| Task to complete |
Go through the entries, filter for the word "minor", and copy every line that has it.

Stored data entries
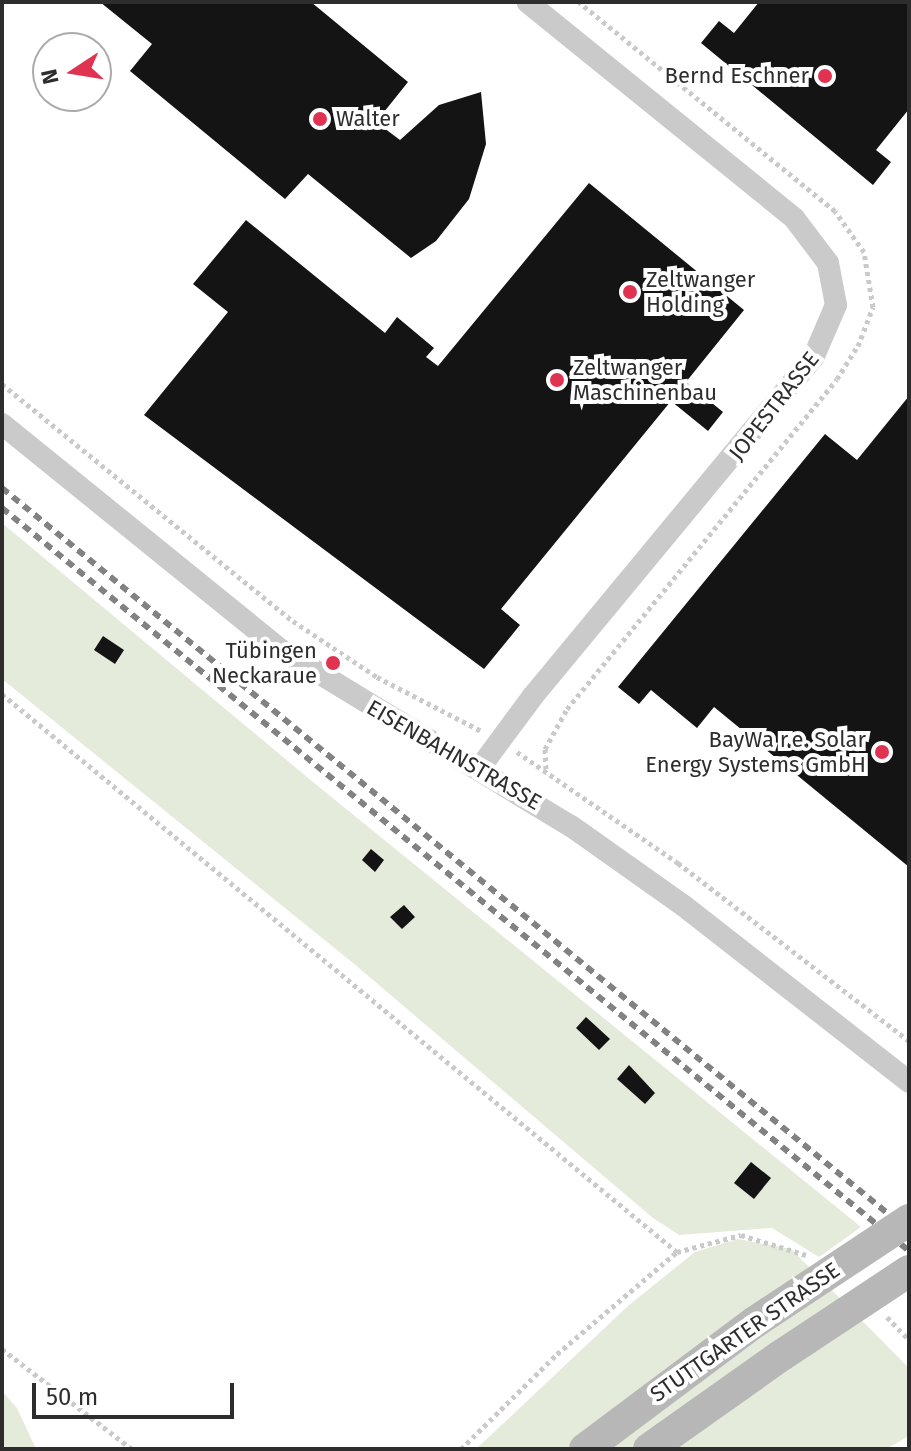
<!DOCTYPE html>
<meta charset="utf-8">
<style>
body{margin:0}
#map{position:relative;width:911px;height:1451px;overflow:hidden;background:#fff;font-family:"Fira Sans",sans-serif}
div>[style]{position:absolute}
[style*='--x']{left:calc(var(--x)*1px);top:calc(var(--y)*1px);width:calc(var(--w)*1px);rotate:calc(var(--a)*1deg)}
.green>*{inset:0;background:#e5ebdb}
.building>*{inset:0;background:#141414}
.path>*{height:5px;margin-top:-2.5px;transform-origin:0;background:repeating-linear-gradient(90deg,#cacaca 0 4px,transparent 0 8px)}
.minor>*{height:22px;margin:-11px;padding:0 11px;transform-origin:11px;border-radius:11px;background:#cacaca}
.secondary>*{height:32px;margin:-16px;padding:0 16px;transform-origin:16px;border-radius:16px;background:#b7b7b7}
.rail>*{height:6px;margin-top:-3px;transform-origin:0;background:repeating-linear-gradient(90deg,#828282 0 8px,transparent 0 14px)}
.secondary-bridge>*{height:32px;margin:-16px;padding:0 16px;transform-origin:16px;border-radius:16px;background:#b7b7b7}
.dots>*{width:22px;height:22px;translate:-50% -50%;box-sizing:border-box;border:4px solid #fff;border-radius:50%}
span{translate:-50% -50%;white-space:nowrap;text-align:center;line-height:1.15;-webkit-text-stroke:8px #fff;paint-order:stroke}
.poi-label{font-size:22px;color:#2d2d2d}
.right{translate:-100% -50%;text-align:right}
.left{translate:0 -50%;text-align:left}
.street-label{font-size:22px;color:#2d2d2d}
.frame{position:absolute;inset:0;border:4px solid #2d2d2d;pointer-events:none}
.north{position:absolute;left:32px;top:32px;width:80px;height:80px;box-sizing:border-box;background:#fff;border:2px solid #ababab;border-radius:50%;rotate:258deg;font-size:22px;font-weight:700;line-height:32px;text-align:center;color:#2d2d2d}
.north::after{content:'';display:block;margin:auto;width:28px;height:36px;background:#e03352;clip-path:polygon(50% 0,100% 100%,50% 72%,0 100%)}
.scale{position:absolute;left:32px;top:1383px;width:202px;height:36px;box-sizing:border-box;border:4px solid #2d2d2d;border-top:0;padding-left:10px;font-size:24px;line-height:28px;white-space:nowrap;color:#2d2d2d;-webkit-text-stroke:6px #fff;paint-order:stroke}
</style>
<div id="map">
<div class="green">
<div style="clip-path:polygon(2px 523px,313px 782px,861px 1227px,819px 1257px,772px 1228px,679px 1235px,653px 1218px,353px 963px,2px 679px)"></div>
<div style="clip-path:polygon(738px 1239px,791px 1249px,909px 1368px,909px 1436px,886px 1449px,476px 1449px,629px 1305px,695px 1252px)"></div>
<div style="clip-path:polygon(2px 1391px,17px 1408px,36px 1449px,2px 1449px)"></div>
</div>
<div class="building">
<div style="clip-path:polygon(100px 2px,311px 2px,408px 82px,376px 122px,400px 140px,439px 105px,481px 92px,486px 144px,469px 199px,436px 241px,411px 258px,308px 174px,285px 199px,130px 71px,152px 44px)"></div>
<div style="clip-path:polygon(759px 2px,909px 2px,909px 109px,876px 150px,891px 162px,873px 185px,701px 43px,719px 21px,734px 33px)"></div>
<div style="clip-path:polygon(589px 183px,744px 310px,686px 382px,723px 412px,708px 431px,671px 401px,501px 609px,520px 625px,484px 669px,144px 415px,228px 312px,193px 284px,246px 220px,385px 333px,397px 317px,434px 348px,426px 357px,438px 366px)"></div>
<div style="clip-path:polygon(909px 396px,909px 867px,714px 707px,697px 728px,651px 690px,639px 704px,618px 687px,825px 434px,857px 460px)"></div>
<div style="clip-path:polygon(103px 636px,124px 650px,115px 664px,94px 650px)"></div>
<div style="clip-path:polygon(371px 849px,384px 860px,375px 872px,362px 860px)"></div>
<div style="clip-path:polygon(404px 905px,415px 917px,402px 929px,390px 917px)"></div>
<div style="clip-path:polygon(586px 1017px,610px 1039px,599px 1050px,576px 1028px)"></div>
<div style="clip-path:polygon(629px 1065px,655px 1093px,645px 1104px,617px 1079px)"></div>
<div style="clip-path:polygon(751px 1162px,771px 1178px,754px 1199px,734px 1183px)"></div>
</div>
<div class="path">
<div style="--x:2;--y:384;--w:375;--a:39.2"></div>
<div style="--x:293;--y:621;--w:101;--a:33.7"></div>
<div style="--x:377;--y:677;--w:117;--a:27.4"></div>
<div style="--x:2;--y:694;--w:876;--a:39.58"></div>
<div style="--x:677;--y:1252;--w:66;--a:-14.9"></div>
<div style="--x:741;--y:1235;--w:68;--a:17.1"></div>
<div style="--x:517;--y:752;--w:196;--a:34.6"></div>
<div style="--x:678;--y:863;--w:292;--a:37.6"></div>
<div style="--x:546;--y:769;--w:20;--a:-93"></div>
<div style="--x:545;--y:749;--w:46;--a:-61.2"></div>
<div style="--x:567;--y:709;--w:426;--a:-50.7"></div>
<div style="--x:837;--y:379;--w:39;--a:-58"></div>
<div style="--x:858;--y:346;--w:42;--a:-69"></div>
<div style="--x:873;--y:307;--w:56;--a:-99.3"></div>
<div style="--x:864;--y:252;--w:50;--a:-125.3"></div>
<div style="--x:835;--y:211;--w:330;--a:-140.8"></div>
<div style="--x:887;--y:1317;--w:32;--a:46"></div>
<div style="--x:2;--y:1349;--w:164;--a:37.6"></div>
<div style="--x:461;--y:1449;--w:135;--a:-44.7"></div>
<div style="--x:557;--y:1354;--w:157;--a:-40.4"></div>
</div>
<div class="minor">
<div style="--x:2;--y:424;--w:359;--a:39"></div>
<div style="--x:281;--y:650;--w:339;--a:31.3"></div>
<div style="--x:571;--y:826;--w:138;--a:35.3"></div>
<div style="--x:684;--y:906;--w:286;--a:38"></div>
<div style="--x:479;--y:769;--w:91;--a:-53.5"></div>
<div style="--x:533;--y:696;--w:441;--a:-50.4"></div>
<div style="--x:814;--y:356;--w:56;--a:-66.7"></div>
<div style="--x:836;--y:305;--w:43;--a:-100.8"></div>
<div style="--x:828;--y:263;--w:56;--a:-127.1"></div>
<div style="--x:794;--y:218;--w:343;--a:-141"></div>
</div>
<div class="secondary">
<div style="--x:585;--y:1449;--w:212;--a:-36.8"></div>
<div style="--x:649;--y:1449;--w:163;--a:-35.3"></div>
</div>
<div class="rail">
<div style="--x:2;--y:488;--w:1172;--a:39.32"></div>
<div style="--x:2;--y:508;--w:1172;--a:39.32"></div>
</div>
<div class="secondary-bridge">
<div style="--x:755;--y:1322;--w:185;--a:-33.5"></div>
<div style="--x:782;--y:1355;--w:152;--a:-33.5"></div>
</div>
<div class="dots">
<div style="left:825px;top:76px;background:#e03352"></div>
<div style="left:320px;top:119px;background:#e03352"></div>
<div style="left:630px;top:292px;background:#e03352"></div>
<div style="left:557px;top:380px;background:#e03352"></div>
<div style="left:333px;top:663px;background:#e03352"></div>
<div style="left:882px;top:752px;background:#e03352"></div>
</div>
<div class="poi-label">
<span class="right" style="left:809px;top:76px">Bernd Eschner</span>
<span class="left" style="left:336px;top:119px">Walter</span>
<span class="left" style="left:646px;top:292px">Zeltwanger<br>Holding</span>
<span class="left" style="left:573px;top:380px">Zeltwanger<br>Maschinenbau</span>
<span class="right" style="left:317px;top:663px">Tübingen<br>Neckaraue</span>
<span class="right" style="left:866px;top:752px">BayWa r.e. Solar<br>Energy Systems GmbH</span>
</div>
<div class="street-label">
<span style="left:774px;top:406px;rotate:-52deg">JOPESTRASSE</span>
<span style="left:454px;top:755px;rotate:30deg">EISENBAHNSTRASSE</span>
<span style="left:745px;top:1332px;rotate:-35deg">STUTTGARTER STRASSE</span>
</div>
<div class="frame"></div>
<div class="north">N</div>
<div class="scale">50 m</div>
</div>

==

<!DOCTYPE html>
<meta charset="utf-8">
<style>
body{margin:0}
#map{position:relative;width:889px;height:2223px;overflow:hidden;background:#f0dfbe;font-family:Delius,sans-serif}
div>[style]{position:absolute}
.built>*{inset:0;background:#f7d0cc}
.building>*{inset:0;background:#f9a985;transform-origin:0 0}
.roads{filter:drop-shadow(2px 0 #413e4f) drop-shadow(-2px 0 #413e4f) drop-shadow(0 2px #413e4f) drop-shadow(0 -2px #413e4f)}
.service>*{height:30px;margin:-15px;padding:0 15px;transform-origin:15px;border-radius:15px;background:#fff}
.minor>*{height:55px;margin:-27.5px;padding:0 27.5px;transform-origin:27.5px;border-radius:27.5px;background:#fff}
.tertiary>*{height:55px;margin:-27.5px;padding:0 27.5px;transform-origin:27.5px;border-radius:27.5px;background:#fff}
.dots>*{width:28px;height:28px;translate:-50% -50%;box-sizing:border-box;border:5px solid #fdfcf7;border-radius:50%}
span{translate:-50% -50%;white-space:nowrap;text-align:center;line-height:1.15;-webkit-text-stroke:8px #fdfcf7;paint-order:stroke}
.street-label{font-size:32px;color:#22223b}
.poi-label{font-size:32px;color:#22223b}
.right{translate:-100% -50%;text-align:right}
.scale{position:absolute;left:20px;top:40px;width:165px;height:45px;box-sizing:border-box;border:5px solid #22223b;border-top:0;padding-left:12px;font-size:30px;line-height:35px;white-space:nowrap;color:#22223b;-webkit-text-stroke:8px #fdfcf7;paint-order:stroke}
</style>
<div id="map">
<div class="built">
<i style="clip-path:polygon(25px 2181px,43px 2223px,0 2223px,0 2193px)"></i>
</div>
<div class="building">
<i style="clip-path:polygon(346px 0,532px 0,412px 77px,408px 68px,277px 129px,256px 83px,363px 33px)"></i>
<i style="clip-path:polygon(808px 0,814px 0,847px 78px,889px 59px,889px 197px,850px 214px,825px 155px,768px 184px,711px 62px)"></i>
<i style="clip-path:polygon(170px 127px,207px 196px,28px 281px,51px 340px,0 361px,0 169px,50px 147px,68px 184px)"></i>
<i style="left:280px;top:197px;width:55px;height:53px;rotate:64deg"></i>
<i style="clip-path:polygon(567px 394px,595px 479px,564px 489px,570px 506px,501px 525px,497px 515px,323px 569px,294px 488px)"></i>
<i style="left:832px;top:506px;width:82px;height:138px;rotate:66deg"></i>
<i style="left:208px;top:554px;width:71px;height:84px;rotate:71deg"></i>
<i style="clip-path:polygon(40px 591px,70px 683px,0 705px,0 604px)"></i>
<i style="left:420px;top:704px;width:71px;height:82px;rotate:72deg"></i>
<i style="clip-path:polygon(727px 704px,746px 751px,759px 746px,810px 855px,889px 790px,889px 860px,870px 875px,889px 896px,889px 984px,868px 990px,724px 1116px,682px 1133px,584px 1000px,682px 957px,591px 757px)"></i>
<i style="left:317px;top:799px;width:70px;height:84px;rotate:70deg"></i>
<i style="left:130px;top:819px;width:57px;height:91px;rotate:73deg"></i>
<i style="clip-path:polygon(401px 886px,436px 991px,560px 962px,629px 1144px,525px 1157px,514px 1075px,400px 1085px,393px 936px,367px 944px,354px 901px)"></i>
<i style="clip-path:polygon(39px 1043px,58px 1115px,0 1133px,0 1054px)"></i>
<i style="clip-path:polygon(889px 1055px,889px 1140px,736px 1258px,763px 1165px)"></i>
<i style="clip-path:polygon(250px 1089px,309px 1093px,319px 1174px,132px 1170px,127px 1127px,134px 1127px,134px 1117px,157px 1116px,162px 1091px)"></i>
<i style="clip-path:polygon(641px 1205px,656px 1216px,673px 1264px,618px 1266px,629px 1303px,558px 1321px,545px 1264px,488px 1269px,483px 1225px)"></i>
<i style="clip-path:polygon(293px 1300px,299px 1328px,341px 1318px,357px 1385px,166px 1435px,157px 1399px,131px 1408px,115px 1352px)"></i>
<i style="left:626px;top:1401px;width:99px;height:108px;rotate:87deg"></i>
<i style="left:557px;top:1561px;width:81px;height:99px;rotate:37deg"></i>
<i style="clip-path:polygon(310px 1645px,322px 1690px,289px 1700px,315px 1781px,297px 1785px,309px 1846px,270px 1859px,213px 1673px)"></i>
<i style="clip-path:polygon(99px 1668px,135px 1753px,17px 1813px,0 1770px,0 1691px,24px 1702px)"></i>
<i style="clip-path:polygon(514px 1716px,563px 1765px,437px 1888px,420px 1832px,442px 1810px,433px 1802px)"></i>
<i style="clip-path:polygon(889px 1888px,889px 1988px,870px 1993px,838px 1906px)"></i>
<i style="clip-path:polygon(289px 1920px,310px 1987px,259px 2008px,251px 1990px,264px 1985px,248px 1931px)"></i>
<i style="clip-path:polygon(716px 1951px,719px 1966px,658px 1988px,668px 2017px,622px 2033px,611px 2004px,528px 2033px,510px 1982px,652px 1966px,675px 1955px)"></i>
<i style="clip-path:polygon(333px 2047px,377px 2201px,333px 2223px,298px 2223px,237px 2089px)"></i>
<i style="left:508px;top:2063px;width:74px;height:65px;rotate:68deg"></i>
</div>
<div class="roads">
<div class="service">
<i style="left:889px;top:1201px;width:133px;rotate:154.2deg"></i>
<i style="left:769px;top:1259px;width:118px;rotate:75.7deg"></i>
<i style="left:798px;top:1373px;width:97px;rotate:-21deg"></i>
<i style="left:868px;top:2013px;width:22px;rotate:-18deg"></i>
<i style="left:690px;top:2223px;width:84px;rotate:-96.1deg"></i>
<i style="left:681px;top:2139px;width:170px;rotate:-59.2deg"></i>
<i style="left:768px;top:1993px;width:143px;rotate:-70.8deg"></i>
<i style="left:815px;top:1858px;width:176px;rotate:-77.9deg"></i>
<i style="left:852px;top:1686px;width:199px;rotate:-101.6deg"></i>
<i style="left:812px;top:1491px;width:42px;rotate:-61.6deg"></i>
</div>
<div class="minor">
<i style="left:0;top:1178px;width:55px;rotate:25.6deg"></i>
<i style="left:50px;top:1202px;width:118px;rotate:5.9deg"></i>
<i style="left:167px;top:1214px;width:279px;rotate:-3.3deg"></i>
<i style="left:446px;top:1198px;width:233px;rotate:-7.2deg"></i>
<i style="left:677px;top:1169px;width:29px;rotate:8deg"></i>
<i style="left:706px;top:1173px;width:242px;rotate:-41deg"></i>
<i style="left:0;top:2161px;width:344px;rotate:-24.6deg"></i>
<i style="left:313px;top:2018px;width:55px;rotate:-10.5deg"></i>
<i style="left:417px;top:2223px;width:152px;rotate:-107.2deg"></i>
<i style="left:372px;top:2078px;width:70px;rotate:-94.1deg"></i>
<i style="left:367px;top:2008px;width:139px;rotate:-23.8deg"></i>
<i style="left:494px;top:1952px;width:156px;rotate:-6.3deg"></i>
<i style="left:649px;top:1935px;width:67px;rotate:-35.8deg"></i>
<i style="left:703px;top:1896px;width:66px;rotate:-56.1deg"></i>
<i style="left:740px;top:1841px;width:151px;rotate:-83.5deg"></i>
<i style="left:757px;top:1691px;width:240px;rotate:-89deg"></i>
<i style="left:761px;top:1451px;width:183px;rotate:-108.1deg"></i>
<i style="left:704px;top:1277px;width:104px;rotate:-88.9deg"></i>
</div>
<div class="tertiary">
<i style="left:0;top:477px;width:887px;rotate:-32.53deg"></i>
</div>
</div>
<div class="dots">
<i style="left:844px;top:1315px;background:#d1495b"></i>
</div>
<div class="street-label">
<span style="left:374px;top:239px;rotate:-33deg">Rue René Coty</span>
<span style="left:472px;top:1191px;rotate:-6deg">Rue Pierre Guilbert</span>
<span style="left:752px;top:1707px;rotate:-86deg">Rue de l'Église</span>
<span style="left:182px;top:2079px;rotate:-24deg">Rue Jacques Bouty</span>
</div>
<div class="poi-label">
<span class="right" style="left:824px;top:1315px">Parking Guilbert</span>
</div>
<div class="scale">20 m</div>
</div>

| Written answer |
.minor>*{height:22px;margin:-11px;padding:0 11px;transform-origin:11px;border-radius:11px;background:#cacaca}
<div class="minor">
.minor>*{height:55px;margin:-27.5px;padding:0 27.5px;transform-origin:27.5px;border-radius:27.5px;background:#fff}
<div class="minor">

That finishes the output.